Only one stretch of the data below is needed. Output the lines from the one with "M 867,416 L 955,418" up to and including the one with "21V4h12l-3 4 3", exactly as they stand.

==========

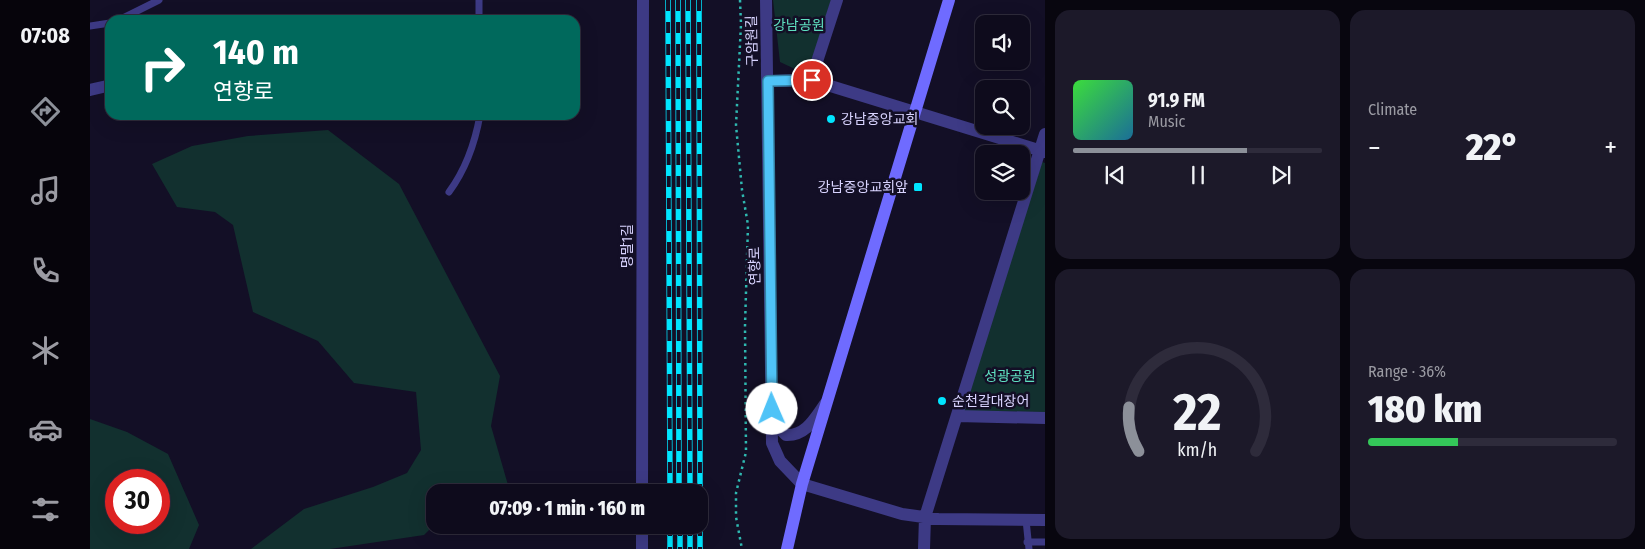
<!DOCTYPE html>
<html lang="en">
<head>
<meta charset="utf-8">
<style>
	:root { --surface:#0e0b1c; --page:#1c1929; --text:#f1f3f6; --muted:#9b9ba3; --line:#2e2b3b; --accent:#8c9099 }
	body { margin:0; font-family:"Fira Sans Condensed","Noto Sans KR",sans-serif; background:var(--page); color:var(--text); height:100vh; display:flex; flex-direction:column; font-size:19px; white-space:nowrap }
	* { box-sizing:border-box; margin:0 }
	p { font-size:16px; color:var(--muted) }
	.icon { flex:none; width:28px; height:28px; fill:none; stroke:currentColor; stroke-width:2; stroke-linecap:round; stroke-linejoin:round }
	.map { position:relative; flex:1; overflow:hidden }
	.side { display:flex; flex-direction:column; gap:10px; padding:10px; background:#08060f; width:600px }
	.side>* { flex:none }
	.banner { position:absolute; left:15px; top:15px; width:475px; height:105px; border-radius:15px; box-shadow:0 5px 20px #0002,0 0 0 1px var(--line); background:#00695c; color:#fff; overflow:hidden }
	.controls { position:absolute; left:885px; top:15px; display:grid; gap:10px }
	.controls a { display:grid; place-items:center; width:55px; height:55px; border-radius:10px; background:var(--surface); box-shadow:0 5px 20px #0002,0 0 0 1px var(--line); font-size:25px }
	.speed { position:absolute; left:15px; top:469px; display:flex; gap:10px; font-size:25px; font-weight:700; text-align:center }
	.speed>* { display:grid; place-content:center; width:65px; height:65px; border-radius:50%; background:var(--surface); box-shadow:0 5px 20px #0002,0 0 0 1px var(--line); line-height:1 }
	.speed .limit { border:8px solid #d22; background:#fff; color:#111 }
	.pin { position:absolute; display:grid; place-items:center; width:42px; height:42px; color:#fff; margin:-21px; border:2px solid #fff; border-radius:50%; box-shadow:0 1px 5px #0007 }
	.me { position:absolute; width:55px; margin:-28px; rotate:359deg; stroke-linejoin:round; filter:drop-shadow(0 0 4px #0008) }
	.turn { display:flex; align-items:center; gap:18px; height:105px; padding:0 25px; font-size:22px }
	.turn .icon { width:65px; height:65px; stroke-width:2.5 }
	.turn b { display:block; font-size:35px; line-height:42px }
	.big { font-size:38px; font-weight:800; line-height:1.1 }
	.side .tile { flex:1; display:flex; flex-direction:column; justify-content:center; gap:8px; min-width:0; padding:0 18px; border-radius:15px; background:var(--page) }
	.side .dial { align-items:center; gap:0 }
	.dial svg { height:130px; overflow:visible; fill:none; stroke:var(--line); stroke-width:7; stroke-linecap:round; text-anchor:middle }
	.dial text { fill:var(--text); stroke:none }
	.song { display:flex; align-items:center; gap:15px }
	.cover { width:60px; height:60px; border-radius:8px; background:linear-gradient(135deg,hsl(120 70% 55%),hsl(200 70% 35%)) }
	.played { height:5px; border-radius:2px; background:linear-gradient(90deg,var(--accent) 70%,var(--line) 70%) }
	.keys { display:flex; justify-content:space-around; direction:ltr }
	.heat { display:flex; justify-content:space-between; align-items:center; font-size:28px; direction:ltr }
	.charge { height:8px; border-radius:4px; background:linear-gradient(90deg,#34c759 36%,var(--line) 0) }
	.side .tiles { flex:1; display:grid; gap:10px; grid-template-columns:repeat(2,1fr) }
	.trip { position:absolute; left:336px; top:484px; width:282px; height:50px; border-radius:15px; background:var(--surface); box-shadow:0 5px 20px #0002,0 0 0 1px var(--line); font-weight:800; line-height:50px; text-align:center }
	main { display:flex; flex:1; min-height:0 }
	.tab-bar { display:flex; flex-direction:column; width:90px; justify-content:space-around; align-items:center; background:#06040b; color:var(--muted) }
	.tab-bar .icon { width:35px; height:35px }
	.tab-bar .on { color:var(--accent) }
	.tab-bar b { font-size:22px; color:var(--text) }
	.map>svg:first-child { display:block }
	.green { fill:#12302f; fill-rule:evenodd }
	.lines { fill:none; stroke-linecap:round; stroke-linejoin:round }
	.path { stroke:#2fb8b0; stroke-width:2.5; stroke-dasharray:2.5 4; stroke-linecap:butt }
	.service { stroke:#3d3a85; stroke-width:7 }
	.minor { stroke:#3d3a85; stroke-width:12 }
	.secondary { stroke:#6f6bff; stroke-width:12 }
	.rail-casing { stroke:#00e5ff; stroke-width:5.5 }
	.rail { stroke:#130f26; stroke-width:4; stroke-dasharray:11; stroke-linecap:butt }
	.route-casing { stroke:#337fa1; stroke-width:12 }
	.route { stroke:#4fc3f7; stroke-width:9 }
	.poi-dot { fill:#00e5ff; stroke:#130f26; stroke-width:2 }
	.labels { text-anchor:middle; dominant-baseline:central; stroke-width:5; stroke-linejoin:round; paint-order:stroke }
	.park-label { font-size:14px; fill:#5fe0c0; stroke:#130f26 }
	.street-label { font-size:14px; fill:#d9d4ff; stroke:#130f26 }
	.poi-label { font-size:14px; fill:#d9d4ff; stroke:#130f26; text-anchor:start }
</style>
</head>
<body>
<main>
<nav class="tab-bar">
<b>07:08</b>
<svg class="icon on" aria-label="directions" viewBox="0 0 24 24"><path d="M12 3l9 9-9 9-9-9zM9 14v-3h6M13 9l2 2-2 2"/></svg>
<svg class="icon" aria-label="music" viewBox="0 0 24 24"><path d="M9 18V5l10-2v13"/><circle cx="6" cy="18" r="3"/><circle cx="16" cy="16" r="3"/></svg>
<svg class="icon" aria-label="phone" viewBox="0 0 24 24"><path d="M5 4h4l2 5-3 2q2 4 5 5l2-3 5 2v4C11 20 4 13 5 4z"/></svg>
<svg class="icon" aria-label="climate" viewBox="0 0 24 24"><path d="M12 3v18M4 7l16 10M4 17L20 7"/></svg>
<svg class="icon" aria-label="car" viewBox="0 0 24 24"><path d="M5 17H2v-5l4-1 3-4h7l3 4 3 1v5h-3M9 17h6M6 11h13"/><circle cx="7" cy="17" r="2"/><circle cx="17" cy="17" r="2"/></svg>
<svg class="icon" aria-label="filters" viewBox="0 0 24 24"><path d="M4 7h16M4 17h16"/><circle cx="9" cy="7" r="2"/><circle cx="15" cy="17" r="2"/></svg>
</nav>
<div class="map">
<svg width="955" height="549" viewBox="0 0 955 549">
	<rect width="100%" height="100%" fill="#130f26"/>
	<!-- green -->
	<path class="green" d="M 683,0 L 741,0 L 719,69 L 705,69 L 690,62 Z
		M 238,130 L 309,184 L 410,376 L 401,426 L 420,492 L 345,492 L 345,524 L 334,535 L 240,549 L 161,549 L 214,509 L 283,487 L 317,473 L 331,450 L 326,392 L 264,383 L 228,341 L 163,312 L 143,225 L 125,212 L 87,207 L 62,164 L 102,146 L 158,136 Z
		M 952,162 L 955,163 L 955,412 L 873,411 Z
		M 0,419 L 37,432 L 78,454 L 109,525 L 99,549 L 0,549 ZM 26,480 L 69,480 L 69,522 L 26,522 Z"/>
	<g class="lines">
		<!-- path -->
		<path class="path" d="M 650,0 L 651,24 L 646,125 L 652,190 L 658,225 L 655,326 L 656,452 L 646,493 L 646,517 L 652,549"/>
		<!-- service -->
		<path class="service" d="M 29,20 L 69,0
			M 389,20 L 389,0
			M 0,26 L 20,23
			M 359,192 C 376,169 385,143 390,115
			M 936,520 L 939,549
			M 937,542 L 955,542"/>
		<!-- minor -->
		<path class="minor" d="M 676,0 L 682,443 L 690,461 L 712,484 L 812,514 L 848,519 L 955,520
			M 747,0 L 721,80 L 955,152
			M 678,81 L 721,80
			M 0,90 L 17,86
			M 684,414 L 691,430 L 696,435 C 716,436 725,418 735,404
			M 867,416 L 955,418
			M 552,492 L 553,0
			M 552,549 L 552,525
			M 834,549 L 835,517 L 955,134"/>
		<!-- secondary -->
		<path class="secondary" d="M 697,549 L 712,484 L 859,0"/>
		<defs>
			<path id="rail" d="M 578,0 L 580,492
				M 588,0 L 589,492
				M 598,0 L 600,492
				M 609,0 L 610,492
				M 580,525 L 580,549
				M 590,525 L 590,549
				M 600,525 L 600,549
				M 610,525 L 610,549"/>
		</defs>
		<!-- rail casing -->
		<use href="#rail" class="rail-casing"/>
		<!-- rail -->
		<use href="#rail" class="rail"/>
	</g>
	<g class="lines">
		<defs>
			<path id="route" d="M 682,409 L 678,81 L 722,80"/>
		</defs>
		<!-- route casing -->
		<use href="#route" class="route-casing"/>
		<!-- route -->
		<use href="#route" class="route"/>
	</g>
	<!-- markers -->
	<g class="poi-dot">
		<circle cx="741" cy="119" r="5"/>
		<rect x="823" y="182" width="10" height="10" rx="2.5"/>
		<circle cx="852" cy="401" r="5"/>
	</g>
	<g class="labels">
		<!-- park labels -->
		<g class="park-label">
			<text x="709" y="25">강남공원</text>
			<text x="920" y="376">성광공원</text>
		</g>
		<!-- street labels -->
		<g class="street-label">
			<text transform="translate(662 41) rotate(-91)">구암원길</text>
			<text transform="translate(537 246) rotate(-90)">명말1길</text>
			<text transform="translate(665 266) rotate(-91)">연향로</text>
		</g>
		<!-- poi labels -->
		<g class="poi-label">
			<text x="751" y="119">강남중앙교회</text>
			<text x="818" y="187" text-anchor="end">강남중앙교회앞</text>
			<text x="862" y="401">순천갈대장어</text>
		</g>
	</g>
</svg>
<div class="controls">
<a><svg class="icon" aria-label="sound" viewBox="0 0 24 24"><path d="M4 9h4l5-4v14l-5-4H4zM17 9q2 3 0 6"/></svg></a>
<a><svg class="icon" aria-label="search" viewBox="0 0 24 24"><circle cx="10" cy="10" r="6"/><path d="M15 15l6 6"/></svg></a>
<a><svg class="icon" aria-label="layers" viewBox="0 0 24 24"><path d="M12 4l9 5-9 5-9-5zM3 14l9 5 9-5"/></svg></a>
</div>
<div class="speed"><div class="limit">30</div></div>
<div class="pin" style="left:722px;top:80px;background:#d93025"><svg class="icon" aria-label="arrive" viewBox="0 0 24 24"><path d="M6 21V4h12l-3 4 3 4H6"/></svg></div>
<svg class="me" style="left:682px;top:409px" viewBox="-20 -20 40 40"><circle r="19" fill="#fff"/><path d="M0-13L10 11 0 6-10 11z" fill="#4fc3f7"/></svg>
<div class="trip">07:09 · 1 min · 160 m</div>
<div class="banner">
<div class="turn"><svg class="icon" aria-label="right" viewBox="0 0 24 24"><path d="M7 20v-9h11M14 6l5 5-5 5"/></svg><div><b>140 m</b>연향로</div></div>
</div>
</div>
<section class="side">
<div class="tiles">
<div class="tile">
<div class="song"><i class="cover"></i><div><b>91.9 FM</b><p>Music</p></div></div>
<div class="played"></div>
<div class="keys"><svg class="icon" aria-label="previous" viewBox="0 0 24 24"><path d="M18 5L8 12l10 7zM5 5v14"/></svg><svg class="icon" aria-label="pause" viewBox="0 0 24 24"><path d="M8 5v14M16 5v14"/></svg><svg class="icon" aria-label="next" viewBox="0 0 24 24"><path d="M6 5l10 7-10 7zM19 5v14"/></svg></div>
</div>
<div class="tile"><p>Climate</p>
<div class="heat"><a>−</a><b class="big">22°</b><a>+</a></div>
</div>
<div class="tile dial"><svg viewBox="0 0 100 80">
<path d="M14 69A42 42 0 1 1 86 69"/>
<path d="M14 69A42 42 0 0 1 8 42" stroke="#8c9099"/>
<text x="50" y="56" font-size="32" font-weight="700">22</text>
<text x="50" y="72" font-size="11">km/h</text>
</svg></div>
<div class="tile"><p>Range · 36%</p><b class="big">180 km</b><div class="charge"></div></div>
</div>
</section>
</main>
</body>
</html>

==========

**Task result:**
			M 867,416 L 955,418
			M 552,492 L 553,0
			M 552,549 L 552,525
			M 834,549 L 835,517 L 955,134"/>
		<!-- secondary -->
		<path class="secondary" d="M 697,549 L 712,484 L 859,0"/>
		<defs>
			<path id="rail" d="M 578,0 L 580,492
				M 588,0 L 589,492
				M 598,0 L 600,492
				M 609,0 L 610,492
				M 580,525 L 580,549
				M 590,525 L 590,549
				M 600,525 L 600,549
				M 610,525 L 610,549"/>
		</defs>
		<!-- rail casing -->
		<use href="#rail" class="rail-casing"/>
		<!-- rail -->
		<use href="#rail" class="rail"/>
	</g>
	<g class="lines">
		<defs>
			<path id="route" d="M 682,409 L 678,81 L 722,80"/>
		</defs>
		<!-- route casing -->
		<use href="#route" class="route-casing"/>
		<!-- route -->
		<use href="#route" class="route"/>
	</g>
	<!-- markers -->
	<g class="poi-dot">
		<circle cx="741" cy="119" r="5"/>
		<rect x="823" y="182" width="10" height="10" rx="2.5"/>
		<circle cx="852" cy="401" r="5"/>
	</g>
	<g class="labels">
		<!-- park labels -->
		<g class="park-label">
			<text x="709" y="25">강남공원</text>
			<text x="920" y="376">성광공원</text>
		</g>
		<!-- street labels -->
		<g class="street-label">
			<text transform="translate(662 41) rotate(-91)">구암원길</text>
			<text transform="translate(537 246) rotate(-90)">명말1길</text>
			<text transform="translate(665 266) rotate(-91)">연향로</text>
		</g>
		<!-- poi labels -->
		<g class="poi-label">
			<text x="751" y="119">강남중앙교회</text>
			<text x="818" y="187" text-anchor="end">강남중앙교회앞</text>
			<text x="862" y="401">순천갈대장어</text>
		</g>
	</g>
</svg>
<div class="controls">
<a><svg class="icon" aria-label="sound" viewBox="0 0 24 24"><path d="M4 9h4l5-4v14l-5-4H4zM17 9q2 3 0 6"/></svg></a>
<a><svg class="icon" aria-label="search" viewBox="0 0 24 24"><circle cx="10" cy="10" r="6"/><path d="M15 15l6 6"/></svg></a>
<a><svg class="icon" aria-label="layers" viewBox="0 0 24 24"><path d="M12 4l9 5-9 5-9-5zM3 14l9 5 9-5"/></svg></a>
</div>
<div class="speed"><div class="limit">30</div></div>
<div class="pin" style="left:722px;top:80px;background:#d93025"><svg class="icon" aria-label="arrive" viewBox="0 0 24 24"><path d="M6 21V4h12l-3 4 3 4H6"/></svg></div>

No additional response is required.